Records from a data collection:
_ _ _ _ _

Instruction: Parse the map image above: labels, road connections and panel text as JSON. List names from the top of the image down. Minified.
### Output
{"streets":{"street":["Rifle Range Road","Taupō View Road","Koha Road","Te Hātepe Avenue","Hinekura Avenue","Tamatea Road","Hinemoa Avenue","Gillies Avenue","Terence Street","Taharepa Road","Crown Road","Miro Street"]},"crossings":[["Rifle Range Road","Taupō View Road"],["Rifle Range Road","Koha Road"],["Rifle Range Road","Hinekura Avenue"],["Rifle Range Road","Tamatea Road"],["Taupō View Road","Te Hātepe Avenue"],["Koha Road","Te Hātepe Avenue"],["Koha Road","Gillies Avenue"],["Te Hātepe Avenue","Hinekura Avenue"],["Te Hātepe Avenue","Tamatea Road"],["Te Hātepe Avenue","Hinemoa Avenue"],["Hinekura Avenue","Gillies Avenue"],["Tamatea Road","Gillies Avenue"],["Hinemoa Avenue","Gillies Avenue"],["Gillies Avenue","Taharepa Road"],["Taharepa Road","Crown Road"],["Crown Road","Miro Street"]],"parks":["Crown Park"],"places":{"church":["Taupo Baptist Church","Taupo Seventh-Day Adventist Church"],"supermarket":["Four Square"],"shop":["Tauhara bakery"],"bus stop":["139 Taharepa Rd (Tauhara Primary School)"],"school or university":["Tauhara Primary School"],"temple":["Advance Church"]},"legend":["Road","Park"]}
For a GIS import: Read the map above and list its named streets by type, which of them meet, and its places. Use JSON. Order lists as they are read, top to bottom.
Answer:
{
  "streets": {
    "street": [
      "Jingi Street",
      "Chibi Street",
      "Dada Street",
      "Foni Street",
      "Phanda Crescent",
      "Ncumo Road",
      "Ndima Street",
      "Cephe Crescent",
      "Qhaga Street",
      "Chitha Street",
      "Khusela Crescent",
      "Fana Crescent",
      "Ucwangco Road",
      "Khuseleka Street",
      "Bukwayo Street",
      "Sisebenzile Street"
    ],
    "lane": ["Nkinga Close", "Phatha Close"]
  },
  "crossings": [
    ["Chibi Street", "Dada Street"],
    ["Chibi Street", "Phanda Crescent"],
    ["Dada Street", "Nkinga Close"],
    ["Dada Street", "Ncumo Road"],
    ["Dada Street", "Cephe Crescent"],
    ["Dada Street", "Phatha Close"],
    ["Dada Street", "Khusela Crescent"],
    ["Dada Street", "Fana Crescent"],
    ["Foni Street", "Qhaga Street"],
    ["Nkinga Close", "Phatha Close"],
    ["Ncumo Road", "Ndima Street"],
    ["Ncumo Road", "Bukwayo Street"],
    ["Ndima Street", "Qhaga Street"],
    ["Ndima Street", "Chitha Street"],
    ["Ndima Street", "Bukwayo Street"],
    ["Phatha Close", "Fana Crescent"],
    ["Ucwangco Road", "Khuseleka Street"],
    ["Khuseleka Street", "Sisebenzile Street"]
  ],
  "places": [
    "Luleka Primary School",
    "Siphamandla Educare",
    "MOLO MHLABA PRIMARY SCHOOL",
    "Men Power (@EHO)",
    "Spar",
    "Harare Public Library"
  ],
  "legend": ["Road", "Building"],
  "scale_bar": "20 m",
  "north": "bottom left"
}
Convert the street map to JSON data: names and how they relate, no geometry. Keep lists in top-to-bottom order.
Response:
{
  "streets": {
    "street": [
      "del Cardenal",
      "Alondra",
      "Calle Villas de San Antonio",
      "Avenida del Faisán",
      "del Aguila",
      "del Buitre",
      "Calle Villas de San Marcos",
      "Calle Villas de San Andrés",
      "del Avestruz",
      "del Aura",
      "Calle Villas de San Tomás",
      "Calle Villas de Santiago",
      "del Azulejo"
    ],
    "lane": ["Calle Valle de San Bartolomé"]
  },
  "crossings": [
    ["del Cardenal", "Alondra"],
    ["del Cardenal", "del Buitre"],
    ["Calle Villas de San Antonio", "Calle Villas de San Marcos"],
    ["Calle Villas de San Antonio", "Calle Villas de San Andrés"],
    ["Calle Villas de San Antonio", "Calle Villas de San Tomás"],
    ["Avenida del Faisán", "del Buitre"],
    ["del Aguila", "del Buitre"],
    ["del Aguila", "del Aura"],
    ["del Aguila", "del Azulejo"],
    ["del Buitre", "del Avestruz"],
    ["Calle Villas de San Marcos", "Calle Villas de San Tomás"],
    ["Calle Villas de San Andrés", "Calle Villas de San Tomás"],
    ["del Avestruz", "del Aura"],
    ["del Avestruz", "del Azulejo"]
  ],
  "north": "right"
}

_ _ _ _ _

### [Directions for this task]
Write out the records again so that each line matches the original exactly.

### [Result]
Instruction: Parse the map image above: labels, road connections and panel text as JSON. List names from the top of the image down. Minified.
### Output
{"streets":{"street":["Rifle Range Road","Taupō View Road","Koha Road","Te Hātepe Avenue","Hinekura Avenue","Tamatea Road","Hinemoa Avenue","Gillies Avenue","Terence Street","Taharepa Road","Crown Road","Miro Street"]},"crossings":[["Rifle Range Road","Taupō View Road"],["Rifle Range Road","Koha Road"],["Rifle Range Road","Hinekura Avenue"],["Rifle Range Road","Tamatea Road"],["Taupō View Road","Te Hātepe Avenue"],["Koha Road","Te Hātepe Avenue"],["Koha Road","Gillies Avenue"],["Te Hātepe Avenue","Hinekura Avenue"],["Te Hātepe Avenue","Tamatea Road"],["Te Hātepe Avenue","Hinemoa Avenue"],["Hinekura Avenue","Gillies Avenue"],["Tamatea Road","Gillies Avenue"],["Hinemoa Avenue","Gillies Avenue"],["Gillies Avenue","Taharepa Road"],["Taharepa Road","Crown Road"],["Crown Road","Miro Street"]],"parks":["Crown Park"],"places":{"church":["Taupo Baptist Church","Taupo Seventh-Day Adventist Church"],"supermarket":["Four Square"],"shop":["Tauhara bakery"],"bus stop":["139 Taharepa Rd (Tauhara Primary School)"],"school or university":["Tauhara Primary School"],"temple":["Advance Church"]},"legend":["Road","Park"]}
For a GIS import: Read the map above and list its named streets by type, which of them meet, and its places. Use JSON. Order lists as they are read, top to bottom.
Answer:
{
  "streets": {
    "street": [
      "Jingi Street",
      "Chibi Street",
      "Dada Street",
      "Foni Street",
      "Phanda Crescent",
      "Ncumo Road",
      "Ndima Street",
      "Cephe Crescent",
      "Qhaga Street",
      "Chitha Street",
      "Khusela Crescent",
      "Fana Crescent",
      "Ucwangco Road",
      "Khuseleka Street",
      "Bukwayo Street",
      "Sisebenzile Street"
    ],
    "lane": ["Nkinga Close", "Phatha Close"]
  },
  "crossings": [
    ["Chibi Street", "Dada Street"],
    ["Chibi Street", "Phanda Crescent"],
    ["Dada Street", "Nkinga Close"],
    ["Dada Street", "Ncumo Road"],
    ["Dada Street", "Cephe Crescent"],
    ["Dada Street", "Phatha Close"],
    ["Dada Street", "Khusela Crescent"],
    ["Dada Street", "Fana Crescent"],
    ["Foni Street", "Qhaga Street"],
    ["Nkinga Close", "Phatha Close"],
    ["Ncumo Road", "Ndima Street"],
    ["Ncumo Road", "Bukwayo Street"],
    ["Ndima Street", "Qhaga Street"],
    ["Ndima Street", "Chitha Street"],
    ["Ndima Street", "Bukwayo Street"],
    ["Phatha Close", "Fana Crescent"],
    ["Ucwangco Road", "Khuseleka Street"],
    ["Khuseleka Street", "Sisebenzile Street"]
  ],
  "places": [
    "Luleka Primary School",
    "Siphamandla Educare",
    "MOLO MHLABA PRIMARY SCHOOL",
    "Men Power (@EHO)",
    "Spar",
    "Harare Public Library"
  ],
  "legend": ["Road", "Building"],
  "scale_bar": "20 m",
  "north": "bottom left"
}
Convert the street map to JSON data: names and how they relate, no geometry. Keep lists in top-to-bottom order.
Response:
{
  "streets": {
    "street": [
      "del Cardenal",
      "Alondra",
      "Calle Villas de San Antonio",
      "Avenida del Faisán",
      "del Aguila",
      "del Buitre",
      "Calle Villas de San Marcos",
      "Calle Villas de San Andrés",
      "del Avestruz",
      "del Aura",
      "Calle Villas de San Tomás",
      "Calle Villas de Santiago",
      "del Azulejo"
    ],
    "lane": ["Calle Valle de San Bartolomé"]
  },
  "crossings": [
    ["del Cardenal", "Alondra"],
    ["del Cardenal", "del Buitre"],
    ["Calle Villas de San Antonio", "Calle Villas de San Marcos"],
    ["Calle Villas de San Antonio", "Calle Villas de San Andrés"],
    ["Calle Villas de San Antonio", "Calle Villas de San Tomás"],
    ["Avenida del Faisán", "del Buitre"],
    ["del Aguila", "del Buitre"],
    ["del Aguila", "del Aura"],
    ["del Aguila", "del Azulejo"],
    ["del Buitre", "del Avestruz"],
    ["Calle Villas de San Marcos", "Calle Villas de San Tomás"],
    ["Calle Villas de San Andrés", "Calle Villas de San Tomás"],
    ["del Avestruz", "del Aura"],
    ["del Avestruz", "del Azulejo"]
  ],
  "north": "right"
}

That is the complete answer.